Australian amateur Curtis Luck is on the fast-track to professional golf following a very successful past 12 months. However, the 2016 U.S. Amateur and Asia-Pacific Amateur Champion got a taste of the big leagues last week at the Arnold Palmer Invitational. 

The event was Luck’s first on the PGA Tour and will be his last before next month’s Masters, but he won’t have a finish to show for his Stateside debut because he was disqualified from the event following his second round for signing and incorrect scorecard.

GolfChannel.com’s Will Gray had the details


Luck was unlikely to make the cut at Bay Hill after an opening-round 79. His struggles continued Friday and were compounded when he made a bogey on No. 9, his last hole of the day, but signed for a par.

“I was a bit frazzled. Obviously it had been a bad day,” Luck said. “I just signed it, handed it and I don’t know how I did it because it’s actually the first time I’ve ever been disqualified. I just obviously wasn’t in the right head space to sign a scorecard.”
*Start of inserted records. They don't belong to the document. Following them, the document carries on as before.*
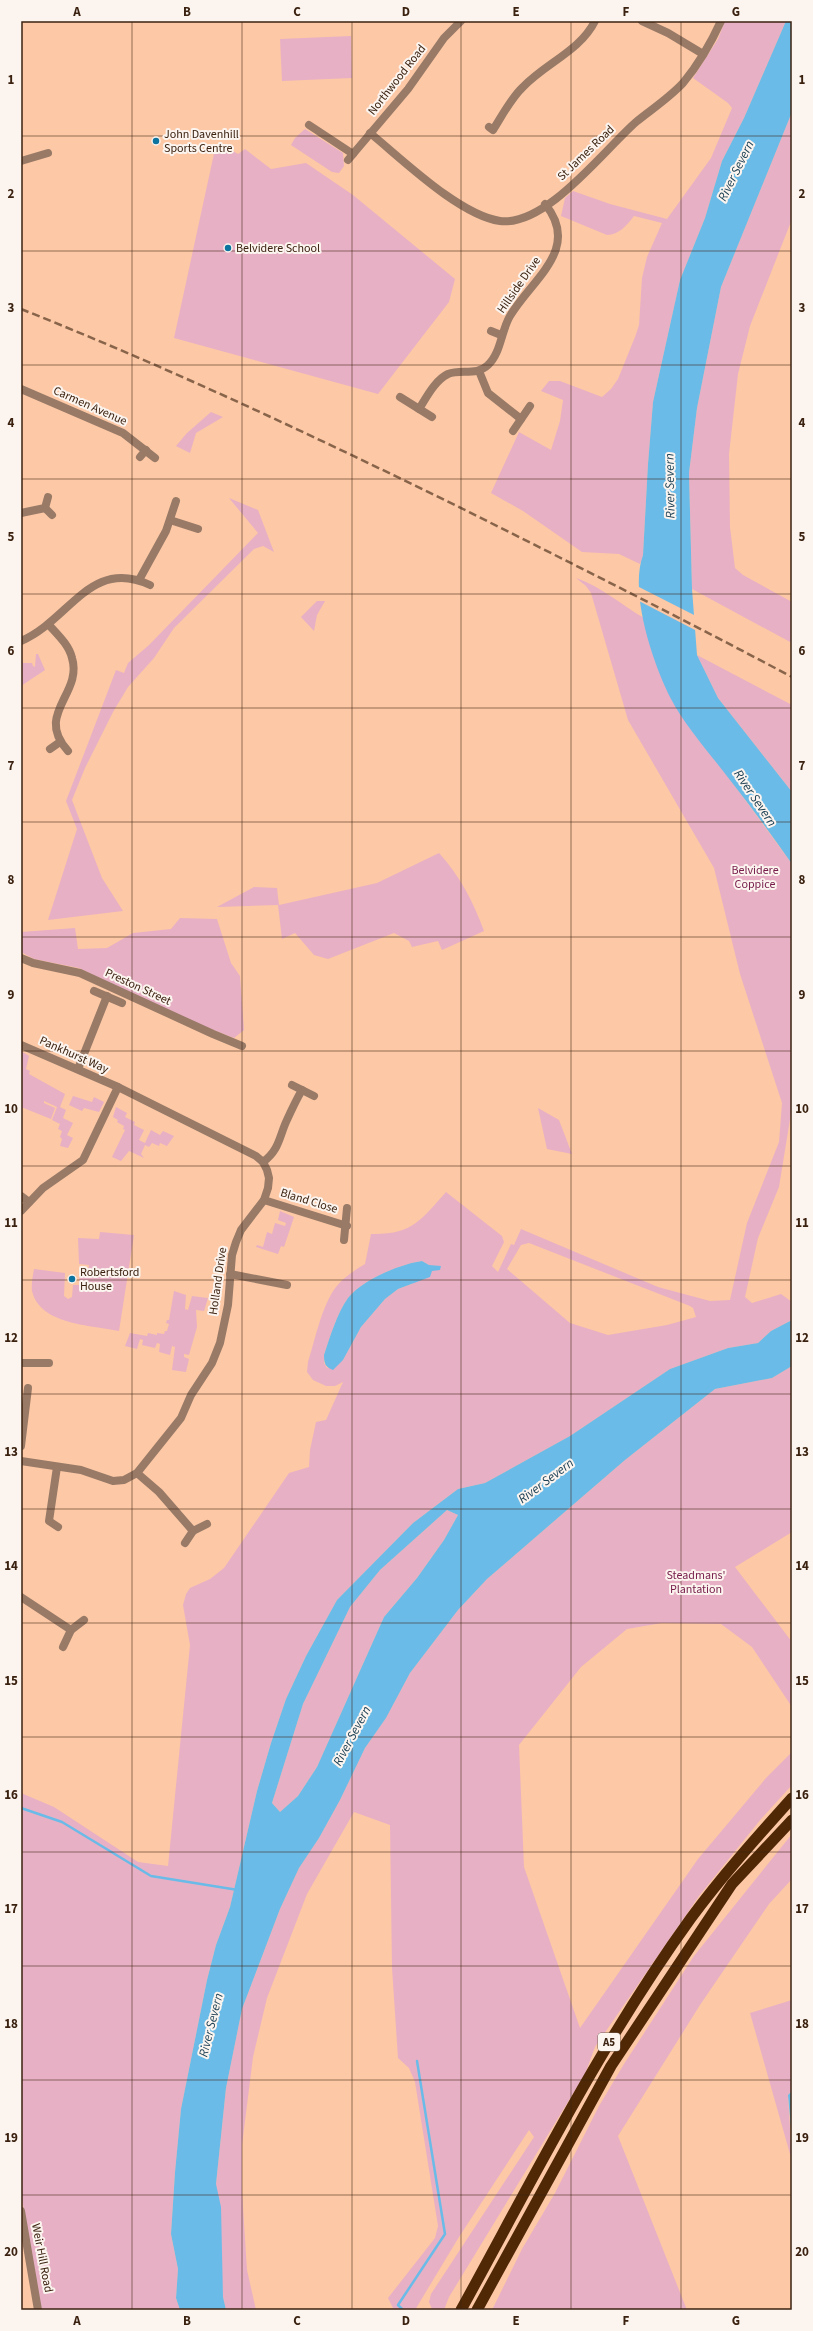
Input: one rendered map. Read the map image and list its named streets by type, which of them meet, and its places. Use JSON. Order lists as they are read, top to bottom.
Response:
{
  "streets": {
    "highway": ["A5"],
    "street": [
      "Northwood Road",
      "St James Road",
      "Hillside Drive",
      "Carmen Avenue",
      "Preston Street",
      "Pankhurst Way",
      "Bland Close",
      "Holland Drive",
      "Weir Hill Road"
    ]
  },
  "crossings": [
    ["Northwood Road", "St James Road"],
    ["St James Road", "Hillside Drive"],
    ["Bland Close", "Holland Drive"]
  ],
  "water": ["River Severn"],
  "parks": ["Belvidere Coppice", "Steadmans' Plantation"],
  "places": ["John Davenhill Sports Centre", "Belvidere School", "Robertsford House"],
  "grid": {
    "columns": [
      "A",
      "B",
      "C",
      "D",
      "E",
      "F",
      "G"
    ],
    "rows": [
      "1",
      "2",
      "3",
      "4",
      "5",
      "6",
      "7",
      "8",
      "9",
      "10",
      "11",
      "12",
      "13",
      "14",
      "15",
      "16",
      "17",
      "18",
      "19",
      "20"
    ]
  }
}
Signing an incorrect scorecard is a breach of the Rules of Golf under Rule 6-6d, which is pretty cut and dry. 

6-6. Scoring in Stroke Play

d. Wrong Score for Hole

The competitor is responsible for the correctness of the score recorded for each hole on his score card. If he returns a score for any hole lower than actually taken, he is disqualified. If he returns a score for any hole higher than actually taken, the score as returned stands.
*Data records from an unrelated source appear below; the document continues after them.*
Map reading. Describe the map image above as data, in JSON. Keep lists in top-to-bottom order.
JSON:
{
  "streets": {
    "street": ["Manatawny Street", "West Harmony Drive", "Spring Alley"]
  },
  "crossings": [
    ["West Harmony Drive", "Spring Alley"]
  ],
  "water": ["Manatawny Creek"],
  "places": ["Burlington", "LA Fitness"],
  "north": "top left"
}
There was an amendment made to this rule in the latest edition of the Rules of Golf that states if a player returns a score lower than he should have recorded because of a penalty he unknowingly incurred, there is no disqualification, simply an adjustment to the score. In Luck’s case, there was no such issue.

Things could be worse for the Aussie, though. His next start will come at Augusta National.